Adding radiotherapy to hormone therapy improves survival of men with high-risk prostate cancer
19 Jun 2014
The results of a large trial have shown that treating men with high-risk prostate cancer with external-beam radiotherapy in addition to hormone therapy improves survival, compared to hormone therapy alone. These results are important as there are over 10,000 deaths from prostate cancer each year in the UK alone.
The randomised controlled trial, known in the UK as MRC PR07, recruited patients between 1995 and 2005. It involved 1,205 patients with locally-advanced prostate cancer (which had grown outside the surface of the prostate but had not spread further). Half were treated with hormone therapy and the other half were treated with a combination of the same hormone therapy and a course of radiotherapy.
The researchers found that 74 per cent of men who received both radiotherapy and hormone therapy were still alive after seven years, compared with 66 per cent of those who did not receive radiotherapy. The study also showed that those who received radiotherapy were about half as likely to die from their disease.
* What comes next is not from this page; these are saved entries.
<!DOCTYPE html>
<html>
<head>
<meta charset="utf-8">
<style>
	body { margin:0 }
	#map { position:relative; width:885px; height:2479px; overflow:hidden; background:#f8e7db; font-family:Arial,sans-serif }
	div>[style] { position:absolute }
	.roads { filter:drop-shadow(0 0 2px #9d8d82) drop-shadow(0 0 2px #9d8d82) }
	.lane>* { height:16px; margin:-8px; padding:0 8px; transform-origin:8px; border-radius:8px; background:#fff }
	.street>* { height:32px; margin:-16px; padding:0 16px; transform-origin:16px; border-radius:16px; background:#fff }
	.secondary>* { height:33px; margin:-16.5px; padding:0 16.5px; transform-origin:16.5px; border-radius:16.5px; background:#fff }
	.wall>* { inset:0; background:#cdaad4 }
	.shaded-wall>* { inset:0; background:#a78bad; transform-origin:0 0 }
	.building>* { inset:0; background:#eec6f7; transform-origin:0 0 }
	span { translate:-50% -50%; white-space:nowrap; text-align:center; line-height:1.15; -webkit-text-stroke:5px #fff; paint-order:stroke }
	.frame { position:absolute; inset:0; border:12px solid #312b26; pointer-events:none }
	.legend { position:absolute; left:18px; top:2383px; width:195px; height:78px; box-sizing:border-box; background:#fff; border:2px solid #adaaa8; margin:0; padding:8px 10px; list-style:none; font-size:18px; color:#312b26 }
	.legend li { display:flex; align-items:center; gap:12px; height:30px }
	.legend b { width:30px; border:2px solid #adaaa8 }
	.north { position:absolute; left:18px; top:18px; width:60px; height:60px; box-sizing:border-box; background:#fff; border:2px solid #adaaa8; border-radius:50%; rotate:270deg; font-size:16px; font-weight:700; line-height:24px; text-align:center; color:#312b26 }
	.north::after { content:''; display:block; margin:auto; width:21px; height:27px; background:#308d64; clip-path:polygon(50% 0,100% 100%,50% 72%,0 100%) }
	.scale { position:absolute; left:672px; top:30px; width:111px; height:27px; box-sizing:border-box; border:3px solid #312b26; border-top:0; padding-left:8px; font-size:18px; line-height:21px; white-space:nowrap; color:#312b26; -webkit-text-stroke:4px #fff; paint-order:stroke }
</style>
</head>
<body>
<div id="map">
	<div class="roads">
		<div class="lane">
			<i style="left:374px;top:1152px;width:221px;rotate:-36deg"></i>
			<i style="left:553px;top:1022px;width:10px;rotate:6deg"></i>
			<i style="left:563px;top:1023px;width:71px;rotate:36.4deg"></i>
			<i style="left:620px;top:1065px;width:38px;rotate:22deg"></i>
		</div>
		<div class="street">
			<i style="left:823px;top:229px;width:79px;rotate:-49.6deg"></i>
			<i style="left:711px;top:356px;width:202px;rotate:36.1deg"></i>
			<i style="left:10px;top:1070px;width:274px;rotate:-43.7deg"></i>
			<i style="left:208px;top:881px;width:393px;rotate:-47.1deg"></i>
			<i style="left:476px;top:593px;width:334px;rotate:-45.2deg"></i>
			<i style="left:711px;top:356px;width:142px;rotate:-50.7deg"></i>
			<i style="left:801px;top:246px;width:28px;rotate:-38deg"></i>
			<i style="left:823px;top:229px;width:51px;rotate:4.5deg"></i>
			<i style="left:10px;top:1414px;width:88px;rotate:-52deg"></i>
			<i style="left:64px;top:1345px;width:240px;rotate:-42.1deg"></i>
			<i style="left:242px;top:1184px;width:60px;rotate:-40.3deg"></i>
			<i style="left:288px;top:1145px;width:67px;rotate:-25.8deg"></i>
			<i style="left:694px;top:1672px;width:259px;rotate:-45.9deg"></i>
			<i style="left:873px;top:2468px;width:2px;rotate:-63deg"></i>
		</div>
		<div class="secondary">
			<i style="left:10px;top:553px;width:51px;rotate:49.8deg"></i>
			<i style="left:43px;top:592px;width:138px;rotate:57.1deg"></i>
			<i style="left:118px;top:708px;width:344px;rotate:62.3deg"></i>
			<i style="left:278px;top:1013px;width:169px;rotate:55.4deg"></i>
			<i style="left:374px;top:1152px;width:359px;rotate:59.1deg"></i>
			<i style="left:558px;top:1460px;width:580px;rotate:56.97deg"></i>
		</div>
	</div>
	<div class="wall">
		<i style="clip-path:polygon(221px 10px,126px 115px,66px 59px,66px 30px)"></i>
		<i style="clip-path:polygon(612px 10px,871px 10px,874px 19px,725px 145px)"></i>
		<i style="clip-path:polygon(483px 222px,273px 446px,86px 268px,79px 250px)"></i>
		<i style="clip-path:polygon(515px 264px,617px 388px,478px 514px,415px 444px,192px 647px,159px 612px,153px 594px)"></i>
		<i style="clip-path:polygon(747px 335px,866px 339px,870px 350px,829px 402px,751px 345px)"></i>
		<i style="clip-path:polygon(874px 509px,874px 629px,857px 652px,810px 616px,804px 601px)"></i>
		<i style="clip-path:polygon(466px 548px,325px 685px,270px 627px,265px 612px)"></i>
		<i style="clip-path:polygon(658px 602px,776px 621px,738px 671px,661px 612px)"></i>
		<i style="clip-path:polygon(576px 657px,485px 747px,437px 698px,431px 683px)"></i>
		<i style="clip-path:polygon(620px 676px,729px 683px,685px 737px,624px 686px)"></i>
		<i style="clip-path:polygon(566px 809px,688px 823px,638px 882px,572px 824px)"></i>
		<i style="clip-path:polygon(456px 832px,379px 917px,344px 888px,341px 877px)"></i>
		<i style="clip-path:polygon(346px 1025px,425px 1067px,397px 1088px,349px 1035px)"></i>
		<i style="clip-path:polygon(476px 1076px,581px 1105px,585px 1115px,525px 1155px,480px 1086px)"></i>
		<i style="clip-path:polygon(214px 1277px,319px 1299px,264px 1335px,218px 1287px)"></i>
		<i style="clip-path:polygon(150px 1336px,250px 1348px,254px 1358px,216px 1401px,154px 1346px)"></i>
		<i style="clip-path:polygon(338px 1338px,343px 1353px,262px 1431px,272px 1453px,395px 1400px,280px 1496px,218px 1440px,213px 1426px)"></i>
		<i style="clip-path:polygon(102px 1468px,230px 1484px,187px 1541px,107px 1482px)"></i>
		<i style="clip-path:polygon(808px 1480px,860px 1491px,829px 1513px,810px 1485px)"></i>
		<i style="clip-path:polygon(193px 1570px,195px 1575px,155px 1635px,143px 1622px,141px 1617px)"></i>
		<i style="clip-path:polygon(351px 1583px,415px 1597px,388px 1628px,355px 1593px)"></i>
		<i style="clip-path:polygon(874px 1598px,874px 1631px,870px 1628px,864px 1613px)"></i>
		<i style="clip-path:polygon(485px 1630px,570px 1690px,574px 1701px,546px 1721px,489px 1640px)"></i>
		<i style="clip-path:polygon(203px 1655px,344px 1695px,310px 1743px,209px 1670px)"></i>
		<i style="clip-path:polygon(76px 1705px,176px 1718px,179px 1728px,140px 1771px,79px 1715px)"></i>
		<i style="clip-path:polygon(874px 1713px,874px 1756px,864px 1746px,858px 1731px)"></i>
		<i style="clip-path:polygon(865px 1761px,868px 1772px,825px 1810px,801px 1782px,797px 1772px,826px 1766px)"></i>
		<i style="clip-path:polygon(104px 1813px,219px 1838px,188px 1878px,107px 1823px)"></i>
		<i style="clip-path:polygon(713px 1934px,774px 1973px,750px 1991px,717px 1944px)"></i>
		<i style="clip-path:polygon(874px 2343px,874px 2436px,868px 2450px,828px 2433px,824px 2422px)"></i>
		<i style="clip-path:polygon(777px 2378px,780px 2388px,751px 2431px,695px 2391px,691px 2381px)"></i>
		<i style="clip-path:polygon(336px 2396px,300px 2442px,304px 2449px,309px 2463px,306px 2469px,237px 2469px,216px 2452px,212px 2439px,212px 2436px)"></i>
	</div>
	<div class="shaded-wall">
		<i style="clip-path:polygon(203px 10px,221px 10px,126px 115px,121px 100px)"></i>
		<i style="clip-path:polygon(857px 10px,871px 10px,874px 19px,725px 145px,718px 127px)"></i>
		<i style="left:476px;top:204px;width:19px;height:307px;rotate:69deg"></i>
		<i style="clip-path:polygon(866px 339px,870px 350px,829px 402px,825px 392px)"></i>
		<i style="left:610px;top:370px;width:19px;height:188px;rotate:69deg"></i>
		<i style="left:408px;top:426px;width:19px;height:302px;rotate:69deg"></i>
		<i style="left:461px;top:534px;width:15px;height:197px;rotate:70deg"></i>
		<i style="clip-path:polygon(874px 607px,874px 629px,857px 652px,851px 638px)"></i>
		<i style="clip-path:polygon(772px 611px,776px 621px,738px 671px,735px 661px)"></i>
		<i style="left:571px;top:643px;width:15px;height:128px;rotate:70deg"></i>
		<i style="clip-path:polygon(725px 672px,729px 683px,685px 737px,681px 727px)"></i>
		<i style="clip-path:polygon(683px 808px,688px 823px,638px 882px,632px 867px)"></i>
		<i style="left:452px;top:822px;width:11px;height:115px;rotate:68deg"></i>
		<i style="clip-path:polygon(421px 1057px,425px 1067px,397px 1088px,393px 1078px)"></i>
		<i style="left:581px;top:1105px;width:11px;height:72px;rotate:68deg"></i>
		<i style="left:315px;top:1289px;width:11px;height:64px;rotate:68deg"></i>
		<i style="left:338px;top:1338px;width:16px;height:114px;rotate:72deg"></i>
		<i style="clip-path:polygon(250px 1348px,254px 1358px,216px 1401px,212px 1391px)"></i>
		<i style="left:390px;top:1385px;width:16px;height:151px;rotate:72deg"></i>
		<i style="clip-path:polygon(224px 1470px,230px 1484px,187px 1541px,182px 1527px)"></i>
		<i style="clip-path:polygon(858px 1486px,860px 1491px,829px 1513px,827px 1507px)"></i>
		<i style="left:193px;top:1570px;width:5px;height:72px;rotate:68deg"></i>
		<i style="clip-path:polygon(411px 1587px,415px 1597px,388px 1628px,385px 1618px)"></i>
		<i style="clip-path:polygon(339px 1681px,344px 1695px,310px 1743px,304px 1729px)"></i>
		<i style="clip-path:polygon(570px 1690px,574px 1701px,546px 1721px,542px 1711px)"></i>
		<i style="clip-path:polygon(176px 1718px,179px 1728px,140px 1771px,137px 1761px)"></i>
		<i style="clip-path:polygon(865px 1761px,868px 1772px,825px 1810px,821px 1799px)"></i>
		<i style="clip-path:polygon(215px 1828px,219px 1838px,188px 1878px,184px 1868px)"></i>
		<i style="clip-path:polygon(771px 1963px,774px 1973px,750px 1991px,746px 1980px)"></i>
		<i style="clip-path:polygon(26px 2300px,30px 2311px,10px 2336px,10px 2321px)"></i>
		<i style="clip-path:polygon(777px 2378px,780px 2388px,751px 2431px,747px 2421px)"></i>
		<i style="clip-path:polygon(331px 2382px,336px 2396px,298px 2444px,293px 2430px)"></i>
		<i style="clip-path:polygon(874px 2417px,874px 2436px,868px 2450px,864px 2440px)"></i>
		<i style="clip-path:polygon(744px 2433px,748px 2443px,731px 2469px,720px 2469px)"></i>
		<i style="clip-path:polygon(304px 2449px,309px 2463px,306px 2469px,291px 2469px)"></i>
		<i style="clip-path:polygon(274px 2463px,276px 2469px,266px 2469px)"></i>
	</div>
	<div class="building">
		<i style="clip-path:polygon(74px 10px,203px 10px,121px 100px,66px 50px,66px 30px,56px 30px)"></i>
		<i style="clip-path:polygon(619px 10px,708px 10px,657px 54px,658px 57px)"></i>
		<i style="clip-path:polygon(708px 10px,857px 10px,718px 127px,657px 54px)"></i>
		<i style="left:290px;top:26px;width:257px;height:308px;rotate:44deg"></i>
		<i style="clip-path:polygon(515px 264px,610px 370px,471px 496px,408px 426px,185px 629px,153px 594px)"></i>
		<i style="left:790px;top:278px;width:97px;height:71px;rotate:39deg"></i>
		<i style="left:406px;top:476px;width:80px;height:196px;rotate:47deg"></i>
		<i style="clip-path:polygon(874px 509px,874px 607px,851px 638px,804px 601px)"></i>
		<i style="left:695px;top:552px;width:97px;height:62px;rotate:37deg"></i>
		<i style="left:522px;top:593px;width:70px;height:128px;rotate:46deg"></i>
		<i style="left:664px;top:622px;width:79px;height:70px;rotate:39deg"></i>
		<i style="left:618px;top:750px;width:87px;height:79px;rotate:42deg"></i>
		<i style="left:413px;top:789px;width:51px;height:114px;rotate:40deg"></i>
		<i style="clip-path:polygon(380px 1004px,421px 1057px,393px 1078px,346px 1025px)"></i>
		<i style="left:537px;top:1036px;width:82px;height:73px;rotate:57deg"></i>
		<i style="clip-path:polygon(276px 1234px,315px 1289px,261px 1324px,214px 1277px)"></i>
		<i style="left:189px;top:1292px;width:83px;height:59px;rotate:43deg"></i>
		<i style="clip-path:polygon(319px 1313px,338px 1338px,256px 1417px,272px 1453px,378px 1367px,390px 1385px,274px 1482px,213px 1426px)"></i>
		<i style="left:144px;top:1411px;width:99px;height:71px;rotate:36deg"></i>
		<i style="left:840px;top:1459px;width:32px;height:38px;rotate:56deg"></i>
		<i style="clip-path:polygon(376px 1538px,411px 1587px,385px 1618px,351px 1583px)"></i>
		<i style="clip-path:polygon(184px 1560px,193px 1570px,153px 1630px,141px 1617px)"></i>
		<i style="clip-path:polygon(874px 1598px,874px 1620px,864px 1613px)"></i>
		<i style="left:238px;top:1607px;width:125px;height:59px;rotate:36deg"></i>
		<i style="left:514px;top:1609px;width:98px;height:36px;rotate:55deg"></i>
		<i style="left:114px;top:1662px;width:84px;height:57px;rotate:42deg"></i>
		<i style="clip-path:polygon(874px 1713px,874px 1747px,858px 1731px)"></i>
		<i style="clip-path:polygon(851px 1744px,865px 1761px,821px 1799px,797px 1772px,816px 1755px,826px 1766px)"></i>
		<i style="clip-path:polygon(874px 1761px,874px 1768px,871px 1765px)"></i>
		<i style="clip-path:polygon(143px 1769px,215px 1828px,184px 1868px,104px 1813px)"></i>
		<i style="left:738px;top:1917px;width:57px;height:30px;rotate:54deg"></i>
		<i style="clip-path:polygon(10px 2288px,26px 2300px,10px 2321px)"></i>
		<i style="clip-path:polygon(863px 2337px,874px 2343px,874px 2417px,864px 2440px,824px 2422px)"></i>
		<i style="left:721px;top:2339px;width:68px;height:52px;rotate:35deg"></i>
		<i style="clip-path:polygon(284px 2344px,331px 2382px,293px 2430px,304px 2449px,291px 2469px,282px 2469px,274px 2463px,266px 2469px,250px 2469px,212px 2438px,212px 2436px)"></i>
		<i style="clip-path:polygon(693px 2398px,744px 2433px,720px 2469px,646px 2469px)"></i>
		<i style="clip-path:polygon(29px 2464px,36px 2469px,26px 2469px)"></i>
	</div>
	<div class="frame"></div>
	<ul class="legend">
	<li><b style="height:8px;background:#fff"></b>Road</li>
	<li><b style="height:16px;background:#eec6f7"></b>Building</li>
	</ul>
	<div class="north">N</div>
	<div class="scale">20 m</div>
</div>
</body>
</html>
The additional side-effects from the radiotherapy given in the trial were minimal.
Radiotherapy with hormone therapy is a common approach to treating locally-advanced prostate cancer. However, some men with locally-advanced prostate cancer are treated with hormone therapy alone. The evidence now available shows that radiotherapy (given in addition to hormone therapy) does improve survival, so this should be the standard of care for these men.
The Lancet published these results in November 2011. The implications of these results for treating men with locally-advanced prostate cancer are discussed in a policy brief.
The PR07 trial results provide strong evidence that using a combination of radiotherapy and hormone therapy can improve the survival of men with locally advanced prostate cancer.
However, there are still many questions about what the optimal treatment strategies are for prostate cancer. Ongoing clinical trials are essential to answering these questions. For example, the STAMPEDE trial is examining how to further improve survival in men starting long-term hormone therapy (including men like those in PR07 and who are having radiotherapy) by adding one or two of four new drugs; the PATCH trial is examining alternative methods of providing hormone therapy to the same group of men; the RADICALS trial is examining the best timing of radiotherapy in men who have had prostate surgery.
The PR07 trial registration number is ISRCTN24991896.